----- Extracted records

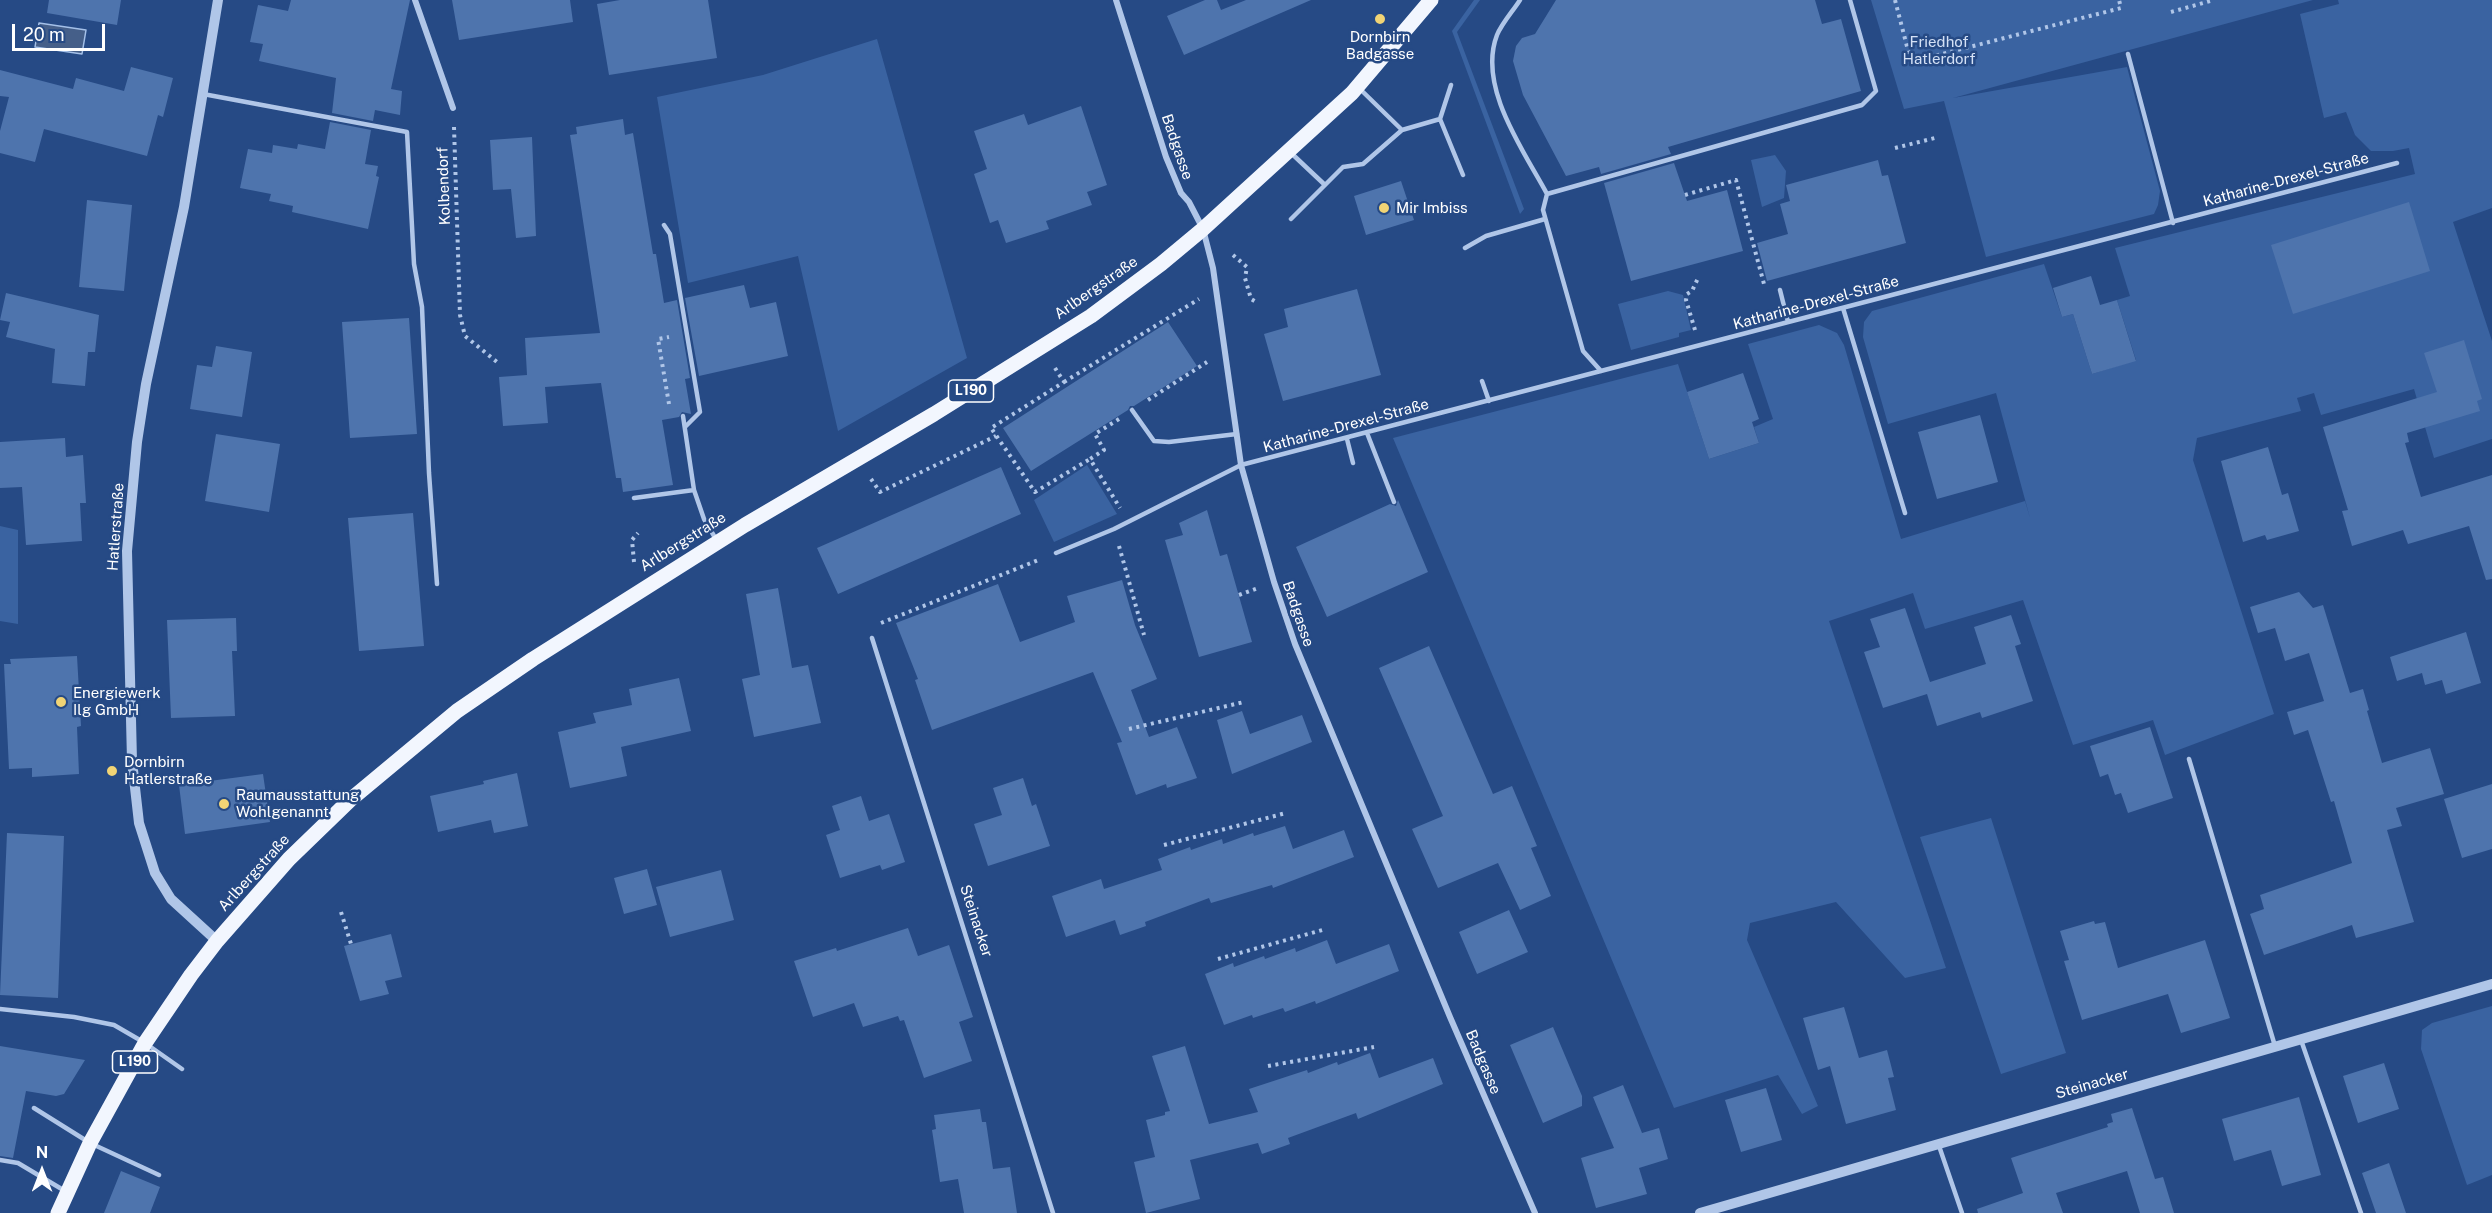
<!DOCTYPE html>
<html>
<head>
<meta charset="utf-8">
<style>
	body { margin:0 }
	#map { position:relative; width:2492px; height:1213px; overflow:hidden; background:#264a85; font-family:"Public Sans",sans-serif }
	canvas { display:block }
	.north { position:absolute; left:12px; top:1141px; width:60px; height:60px; -webkit-text-stroke:4px #264a85; paint-order:stroke; rotate:0deg; font-size:16px; font-weight:700; line-height:24px; text-align:center; color:#fff }
	.north::after { content:''; display:block; margin:auto; width:21px; height:27px; background:#fff; clip-path:polygon(50% 0,100% 100%,50% 72%,0 100%) }
	.scale { position:absolute; left:12px; top:24px; width:93px; height:27px; box-sizing:border-box; border:3px solid #fff; border-top:0; padding-left:8px; font-size:18px; line-height:21px; white-space:nowrap; color:#fff; -webkit-text-stroke:4px #264a85; paint-order:stroke }
</style>
</head>
<body>
<div id="map">
<canvas width="2492" height="1213"></canvas>
<div class="north">N</div>
<div class="scale">20 m</div>
</div>
<script>
const ctx = document.querySelector('canvas').getContext('2d');
ctx.lineJoin = 'round';
function paint(path, color) {
  ctx.fillStyle = color;
  ctx.fill(path, 'evenodd');
}
function trace(path, color, width, dash) {
  ctx.strokeStyle = color;
  ctx.lineWidth = width;
  ctx.lineCap = dash ? 'butt' : 'round';
  ctx.setLineDash(dash || []);
  ctx.stroke(path);
}
function label(font, color, halo, rows, align = 'center') {
  ctx.font = font + ' "Public Sans",sans-serif';
  ctx.lineWidth = 5;
  ctx.setLineDash([]);
  ctx.textBaseline = 'middle';
  ctx.strokeStyle = halo;
  ctx.fillStyle = color;
  for (const [text, x, y, turn = 0] of rows) {
    ctx.save();
    ctx.translate(x, y);
    ctx.rotate((+turn || 0) * Math.PI / 180);
    ctx.textAlign = isNaN(turn) ? turn : align;
    if (halo) ctx.strokeText(text, 0, 0);
    ctx.fillText(text, 0, 0);
    ctx.restore();
  }
}
const green = new Path2D(`
	M 1474,0 L 1480,0 L 1457,32 L 1524,209 L 1520,214 L 1452,31 Z
	M 1871,0 L 2313,0 L 1953,98 L 2127,67 L 2160,191 L 2158,205 L 2154,214 L 1986,257 L 1944,101 L 1904,109 Z
	M 2338,0 L 2492,0 L 2492,208 L 2453,222 L 2492,341 L 2492,439 L 2434,458 L 2414,389 L 2321,415 L 2314,393 L 2297,398 L 2301,411 L 2197,438 L 2193,460 L 2274,714 L 2165,755 L 2153,720 L 2073,745 L 2023,600 L 1925,629 L 1913,593 L 1829,621 L 1946,968 L 1905,978 L 1836,902 L 1750,923 L 1747,940 L 1818,1106 L 1802,1114 L 1778,1075 L 1674,1108 L 1393,438 L 1678,364 L 1709,459 L 1759,443 L 1754,427 L 1773,419 L 1748,344 L 1819,325 L 1837,333 L 1844,345 L 1901,539 L 2025,501 L 2030,518 L 1996,393 L 1888,424 L 1863,337 L 1864,322 L 1872,311 L 2044,264 L 2062,317 L 2073,314 L 2092,374 L 2136,360 L 2117,300 L 2130,296 L 2115,248 L 2415,174 L 2409,148 L 2393,151 L 2371,151 L 2355,135 L 2346,112 L 2324,118 L 2300,14 L 2339,4 Z
	M 877,39 L 967,358 L 838,431 L 798,256 L 688,283 L 657,97 L 763,75 Z
	M 1775,155 L 1786,171 L 1784,198 L 1762,207 L 1751,160 Z
	M 1668,291 L 1683,295 L 1691,330 L 1679,333 L 1679,337 L 1631,350 L 1618,304 Z
	M 1087,465 L 1117,514 L 1054,542 L 1034,500 Z
	M 0,526 L 18,530 L 18,624 L 0,621 Z
	M 1991,818 L 2066,1053 L 2001,1074 L 1920,837 Z
	M 2492,1006 L 2492,1175 L 2467,1185 L 2421,1049 L 2422,1030 L 2432,1023 Z`);
const water = new Path2D(`
	M 39,23 L 86,30 L 82,54 L 35,47 Z`);
const building = new Path2D(`
	M 49,0 L 121,0 L 117,25 L 47,13 Z
	M 291,0 L 410,0 L 391,89 L 402,91 L 400,115 L 375,110 L 373,121 L 332,113 L 336,78 L 259,61 L 263,44 L 250,42 L 258,5 L 288,11 Z
	M 452,0 L 570,0 L 573,22 L 459,40 Z
	M 620,0 L 708,0 L 717,58 L 609,75 L 597,4 Z
	M 1205,0 L 1217,0 L 1221,10 L 1246,0 L 1311,0 L 1184,55 L 1167,16 Z
	M 1556,0 L 1815,0 L 1822,24 L 1841,19 L 1861,91 L 1668,147 L 1671,154 L 1601,174 L 1599,167 L 1566,176 L 1523,95 L 1513,61 L 1516,46 L 1522,38 L 1535,34 Z
	M 131,67 L 173,78 L 163,117 L 158,115 L 147,156 L 44,129 L 35,162 L 0,153 L 0,131 L 9,97 L 0,96 L 0,70 L 73,89 L 76,78 L 124,91 Z
	M 1081,106 L 1107,185 L 1087,192 L 1092,205 L 1046,221 L 1049,229 L 1006,243 L 998,220 L 990,223 L 974,174 L 987,169 L 974,131 L 1024,114 L 1028,125 Z
	M 623,119 L 625,135 L 633,133 L 653,254 L 656,254 L 664,303 L 677,300 L 690,378 L 685,379 L 691,414 L 682,412 L 679,417 L 662,420 L 673,485 L 623,492 L 621,478 L 616,478 L 601,383 L 545,387 L 548,423 L 503,426 L 499,377 L 527,375 L 525,338 L 600,333 L 570,135 L 577,134 L 576,127 Z
	M 330,122 L 371,130 L 365,164 L 378,166 L 376,176 L 379,177 L 368,229 L 292,212 L 293,206 L 269,201 L 271,194 L 240,188 L 248,149 L 272,153 L 273,145 L 297,149 L 298,144 L 325,149 Z
	M 532,137 L 536,236 L 516,238 L 511,189 L 493,190 L 490,140 Z
	M 1878,160 L 1882,176 L 1888,175 L 1906,243 L 1767,281 L 1757,243 L 1788,234 L 1780,204 L 1790,201 L 1786,185 Z
	M 1674,163 L 1687,201 L 1727,190 L 1743,251 L 1631,281 L 1604,183 Z
	M 1401,181 L 1414,220 L 1366,235 L 1354,196 Z
	M 87,200 L 132,205 L 124,291 L 79,287 Z
	M 2409,202 L 2430,271 L 2293,314 L 2271,245 Z
	M 2091,276 L 2100,305 L 2117,300 L 2136,361 L 2092,374 L 2073,314 L 2062,317 L 2053,288 Z
	M 744,285 L 750,308 L 776,302 L 788,356 L 699,376 L 685,298 Z
	M 1357,289 L 1381,375 L 1283,401 L 1264,334 L 1288,327 L 1284,309 Z
	M 6,293 L 99,315 L 95,352 L 88,352 L 85,386 L 52,383 L 55,349 L 6,337 L 10,322 L 0,320 Z
	M 409,318 L 417,434 L 350,438 L 342,322 Z
	M 1168,322 L 1197,366 L 1134,406 L 1130,406 L 1128,410 L 1031,471 L 1003,428 Z
	M 2464,340 L 2482,399 L 2477,401 L 2480,411 L 2407,433 L 2409,442 L 2405,443 L 2421,497 L 2492,475 L 2492,579 L 2486,580 L 2469,526 L 2408,544 L 2403,530 L 2352,546 L 2342,511 L 2348,510 L 2323,427 L 2437,392 L 2424,353 Z
	M 216,346 L 252,352 L 242,417 L 190,409 L 197,365 L 212,367 Z
	M 1743,373 L 1759,419 L 1752,422 L 1759,443 L 1709,459 L 1687,392 Z
	M 1980,415 L 1998,482 L 1937,499 L 1918,432 Z
	M 216,434 L 280,444 L 269,512 L 205,501 Z
	M 65,438 L 66,457 L 83,455 L 86,503 L 80,503 L 82,541 L 26,545 L 22,487 L 0,488 L 0,442 Z
	M 2268,447 L 2282,495 L 2288,493 L 2299,531 L 2267,540 L 2265,535 L 2243,542 L 2221,461 Z
	M 1001,467 L 1021,514 L 838,594 L 817,548 Z
	M 1398,500 L 1428,572 L 1327,617 L 1296,547 L 1390,504 L 1396,506 Z
	M 1207,510 L 1220,556 L 1227,554 L 1252,642 L 1199,657 L 1165,540 L 1183,535 L 1179,523 Z
	M 413,513 L 424,646 L 359,651 L 348,518 Z
	M 1122,580 L 1135,625 L 1157,679 L 1131,690 L 1149,737 L 1177,727 L 1197,778 L 1167,788 L 1166,784 L 1136,795 L 1117,743 L 1122,742 L 1093,672 L 932,730 L 915,680 L 918,679 L 896,623 L 998,584 L 1020,642 L 1075,622 L 1067,596 Z
	M 778,588 L 792,668 L 808,665 L 821,723 L 754,737 L 742,679 L 760,675 L 746,594 Z
	M 2299,592 L 2313,608 L 2323,605 L 2350,693 L 2363,689 L 2369,710 L 2367,711 L 2382,763 L 2430,748 L 2444,794 L 2396,808 L 2402,826 L 2387,830 L 2414,922 L 2356,938 L 2352,925 L 2264,955 L 2250,914 L 2264,909 L 2260,895 L 2352,863 L 2334,801 L 2331,802 L 2308,730 L 2294,735 L 2287,712 L 2324,701 L 2309,653 L 2285,661 L 2275,628 L 2258,633 L 2250,607 Z
	M 1905,608 L 1930,682 L 1986,664 L 1974,627 L 2011,615 L 2021,644 L 2015,646 L 2033,701 L 1982,718 L 1980,712 L 1937,726 L 1927,694 L 1883,708 L 1864,652 L 1880,647 L 1870,619 Z
	M 236,618 L 237,651 L 232,651 L 235,716 L 171,718 L 167,620 Z
	M 2466,632 L 2481,683 L 2446,694 L 2442,680 L 2425,685 L 2422,673 L 2397,681 L 2390,657 Z
	M 1429,646 L 1493,794 L 1512,786 L 1537,846 L 1531,848 L 1551,896 L 1520,910 L 1498,863 L 1438,888 L 1412,829 L 1443,816 L 1379,668 Z
	M 77,656 L 81,726 L 77,727 L 79,774 L 32,777 L 32,768 L 9,769 L 4,664 L 11,664 L 10,659 Z
	M 679,678 L 691,731 L 621,747 L 627,776 L 570,788 L 558,732 L 596,723 L 593,713 L 632,705 L 629,689 Z
	M 1242,711 L 1250,734 L 1302,715 L 1312,742 L 1232,774 L 1217,720 Z
	M 2150,727 L 2173,798 L 2128,813 L 2121,793 L 2115,795 L 2108,774 L 2100,777 L 2090,746 Z
	M 517,773 L 528,826 L 494,833 L 491,820 L 438,832 L 430,796 L 484,784 L 483,781 Z
	M 263,774 L 270,822 L 185,834 L 179,785 Z
	M 1023,778 L 1032,806 L 1036,804 L 1050,846 L 988,866 L 974,824 L 1002,815 L 993,788 Z
	M 2492,784 L 2492,849 L 2462,858 L 2444,799 Z
	M 861,796 L 869,821 L 889,814 L 905,862 L 882,870 L 880,865 L 840,878 L 826,835 L 840,830 L 832,806 Z
	M 1285,826 L 1293,849 L 1344,830 L 1354,857 L 1273,888 L 1272,885 L 1211,903 L 1209,898 L 1145,922 L 1146,926 L 1120,935 L 1115,920 L 1066,937 L 1052,896 L 1101,879 L 1104,889 L 1162,870 L 1158,859 L 1190,847 L 1191,850 L 1222,839 L 1223,844 L 1253,833 L 1254,836 Z
	M 7,833 L 64,836 L 58,998 L 0,995 Z
	M 647,869 L 657,905 L 624,914 L 614,878 Z
	M 721,870 L 734,920 L 670,937 L 656,887 Z
	M 1509,910 L 1528,952 L 1477,974 L 1459,932 Z
	M 2094,921 L 2095,924 L 2105,922 L 2118,968 L 2205,940 L 2230,1018 L 2181,1033 L 2168,994 L 2082,1020 L 2064,961 L 2069,960 L 2060,931 Z
	M 908,928 L 918,956 L 949,945 L 973,1017 L 959,1022 L 972,1061 L 924,1078 L 904,1020 L 900,1021 L 898,1016 L 863,1027 L 854,1003 L 813,1017 L 794,961 L 836,948 L 837,951 Z
	M 391,934 L 402,977 L 385,981 L 389,994 L 360,1001 L 344,946 Z
	M 1327,940 L 1336,964 L 1389,944 L 1399,971 L 1316,1004 L 1315,1001 L 1285,1012 L 1283,1008 L 1253,1018 L 1252,1015 L 1224,1025 L 1205,974 L 1233,963 L 1234,967 L 1264,956 L 1265,959 L 1295,948 L 1296,952 Z
	M 1844,1007 L 1859,1058 L 1887,1050 L 1894,1077 L 1888,1078 L 1896,1110 L 1846,1124 L 1830,1066 L 1818,1070 L 1803,1018 Z
	M 1553,1027 L 1582,1096 L 1582,1106 L 1543,1123 L 1510,1045 Z
	M 0,1046 L 85,1060 L 64,1094 L 56,1096 L 26,1091 L 13,1158 L 0,1156 Z
	M 1185,1046 L 1209,1124 L 1258,1112 L 1249,1089 L 1307,1070 L 1308,1073 L 1337,1062 L 1338,1065 L 1370,1053 L 1379,1078 L 1433,1058 L 1443,1084 L 1358,1119 L 1356,1113 L 1288,1138 L 1290,1144 L 1262,1154 L 1258,1143 L 1190,1160 L 1200,1199 L 1146,1213 L 1134,1162 L 1155,1157 L 1146,1120 L 1165,1115 L 1165,1112 L 1170,1111 L 1152,1056 Z
	M 2384,1063 L 2399,1109 L 2358,1123 L 2343,1076 Z
	M 1623,1085 L 1642,1133 L 1659,1128 L 1668,1159 L 1639,1168 L 1647,1194 L 1596,1208 L 1581,1158 L 1614,1148 L 1593,1097 Z
	M 1766,1088 L 1782,1140 L 1741,1152 L 1725,1100 Z
	M 2299,1097 L 2321,1175 L 2282,1186 L 2271,1150 L 2234,1161 L 2222,1119 Z
	M 2132,1108 L 2155,1179 L 2163,1177 L 2174,1213 L 2140,1213 L 2127,1171 L 2056,1193 L 2063,1213 L 1978,1213 L 1977,1209 L 2023,1193 L 2011,1158 L 2108,1127 L 2107,1124 L 2113,1122 L 2111,1114 Z
	M 980,1109 L 982,1122 L 986,1122 L 993,1169 L 1010,1167 L 1017,1213 L 964,1213 L 958,1179 L 940,1182 L 932,1130 L 936,1129 L 934,1115 Z
	M 2389,1163 L 2406,1213 L 2376,1213 L 2362,1173 Z
	M 121,1171 L 160,1187 L 150,1213 L 104,1213 Z`);
const path = new Path2D(`
	M 1895,0 L 1911,62 L 2121,8 L 2119,0
	M 2171,12 L 2214,0
	M 454,127 L 460,315 L 465,336 L 497,362
	M 1895,148 L 1935,138
	M 1685,195 L 1736,180 L 1764,284
	M 1233,255 L 1247,267 L 1245,278 L 1251,299 L 1256,302
	M 1695,330 L 1686,300 L 1687,294 L 1692,291 L 1699,276
	M 1055,368 L 1064,382 L 991,428 L 1035,492 L 1090,459
	M 1064,382 L 1199,299
	M 1148,400 L 1207,362
	M 669,404 L 658,339 L 669,337
	M 1119,419 L 1095,434 L 1104,450 L 1090,459 L 1120,508
	M 871,479 L 880,492 L 996,436
	M 1119,546 L 1144,635
	M 634,562 L 632,540 L 638,533
	M 1239,595 L 1258,588
	M 881,623 L 1041,559
	M 1129,729 L 1244,702
	M 1164,845 L 1286,813
	M 341,912 L 351,944
	M 1218,959 L 1326,929
	M 1268,1066 L 1374,1047`);
const service = new Path2D(`
	M 1520,0 C 1513,11 1502,23 1497,35 C 1477,87 1524,151 1547,194
	M 2128,54 L 2173,223
	M 1360,89 L 1402,130 L 1440,119 L 1463,175
	M 203,94 L 407,132 L 414,264 L 422,307 L 429,473 L 437,584
	M 1440,119 L 1451,85
	M 1290,152 L 1325,185
	M 1291,219 L 1343,167 L 1363,164 L 1402,130
	M 664,225 L 670,234 L 700,412 L 685,427
	M 1465,248 L 1486,236 L 1545,219
	M 1780,290 L 1788,322
	M 1843,308 L 1905,513
	M 1601,371 L 1583,351 L 1543,210 L 1547,194 L 1862,105 L 1876,91 L 1850,0
	M 1482,381 L 1489,401
	M 1132,410 L 1154,441 L 1169,442 L 1237,434
	M 683,416 L 694,490
	M 1367,433 L 1394,502
	M 1347,439 L 1353,463
	M 634,498 L 694,490 L 704,519 L 717,541
	M 1056,553 L 1114,529 L 1241,465 L 2397,163
	M 872,638 L 1053,1213
	M 2189,759 L 2275,1046
	M 0,1009 L 74,1017 L 114,1025 L 145,1043 L 182,1069
	M 2301,1040 L 2361,1213
	M 34,1108 L 90,1143 L 159,1175
	M 1938,1143 L 1962,1213
	M 0,1160 L 18,1163 L 65,1191`);
const minor = new Path2D(`
	M 415,0 L 453,108
	M 1116,0 L 1166,157 L 1181,193 L 1189,202 L 1203,229 L 1213,268 L 1241,465 L 1274,582 L 1295,644 L 1450,1017 L 1535,1213`);
const tertiary = new Path2D(`
	M 217,941 L 171,899 L 155,873 L 139,823 L 132,761 L 127,551 L 137,442 L 146,384 L 184,207 L 218,0
	M 1700,1213 L 2492,984`);
const primary = new Path2D(`
	M 58,1213 L 90,1143 L 145,1043 L 191,975 L 217,941 L 289,859 L 350,800 L 457,711 L 533,659 L 745,525 L 934,414 L 1091,316 L 1161,264 L 1203,229 L 1352,93 L 1431,0`);
const markers = [
	[1380,19,6,"#f1d475"],
	[1384,208,6,"#f1d475"],
	[61,702,6,"#f1d475"],
	[112,771,6,"#f1d475"],
	[224,804,6,"#f1d475"]
];
const shields = [
	[971,391,45],
	[135,1062,45]
];
const shieldNames = [
	["L190",971,391],
	["L190",135,1062]
];
const poiNames = [
	["Dornbirn",1380,37,"center"],
	["Badgasse",1380,54,"center"],
	["Mir Imbiss",1396,208],
	["Energiewerk",73,693],
	["Ilg GmbH",73,710],
	["Dornbirn",124,762],
	["Hatlerstraße",124,779],
	["Raumausstattung",236,795],
	["Wohlgenannt",236,812]
];
const parkNames = [
	["Friedhof",1939,42],
	["Hatlerdorf",1939,59]
];
const streetNames = [
	["Badgasse",1177,147,71],
	["Katharine-Drexel-Straße",2286,180,-15],
	["Kolbendorf",444,186,-92],
	["Arlbergstraße",1096,288,-35],
	["Katharine-Drexel-Straße",1816,303,-15],
	["Katharine-Drexel-Straße",1346,426,-15],
	["Hatlerstraße",116,527,-86],
	["Arlbergstraße",683,542,-32],
	["Badgasse",1298,614,71],
	["Arlbergstraße",254,873,-48],
	["Steinacker",976,921,72],
	["Badgasse",1483,1062,67],
	["Steinacker",2092,1084,-16]
];
paint(green, '#3a63a1');
paint(water, '#455f89');
trace(water, '#a4c0e8', 1.5);
paint(building, '#4e74ad');
trace(path, '#b0c6e8', 4, [3, 4.5]);
trace(service, '#b0c6e8', 4.5);
trace(minor, '#b0c6e8', 6);
trace(tertiary, '#b0c6e8', 10);
trace(primary, '#f2f6fe', 15);
for (const [x, y, r, color] of markers) {
  const dot = new Path2D();
  dot.arc(x, y, r, 0, 2 * Math.PI);
  ctx.fillStyle = color;
  ctx.fill(dot);
  trace(dot, '#264a85', 2);
}
for (const [x, y, w] of shields) {
  const box = new Path2D();
  box.roundRect(x - w / 2, y - 11, w, 22, 4.5);
  ctx.fillStyle = '#264a85';
  ctx.fill(box);
  trace(box, '#fff', 1.5);
}
label('bold 14px', '#fff', null, shieldNames);
label('15px', '#fff', '#264a85', poiNames, 'left');
label('15px', '#d4e1f6', '#264a85', parkNames);
label('15px', '#fff', '#264a85', streetNames);
</script>
</body>
</html>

----------

◆ Work instruction ◆
When a line among the entries contains "scale", pull that line out.

◆ Solution to this problem ◆
	.scale { position:absolute; left:12px; top:24px; width:93px; height:27px; box-sizing:border-box; border:3px solid #fff; border-top:0; padding-left:8px; font-size:18px; line-height:21px; white-space:nowrap; color:#fff; -webkit-text-stroke:4px #264a85; paint-order:stroke }
<div class="scale">20 m</div>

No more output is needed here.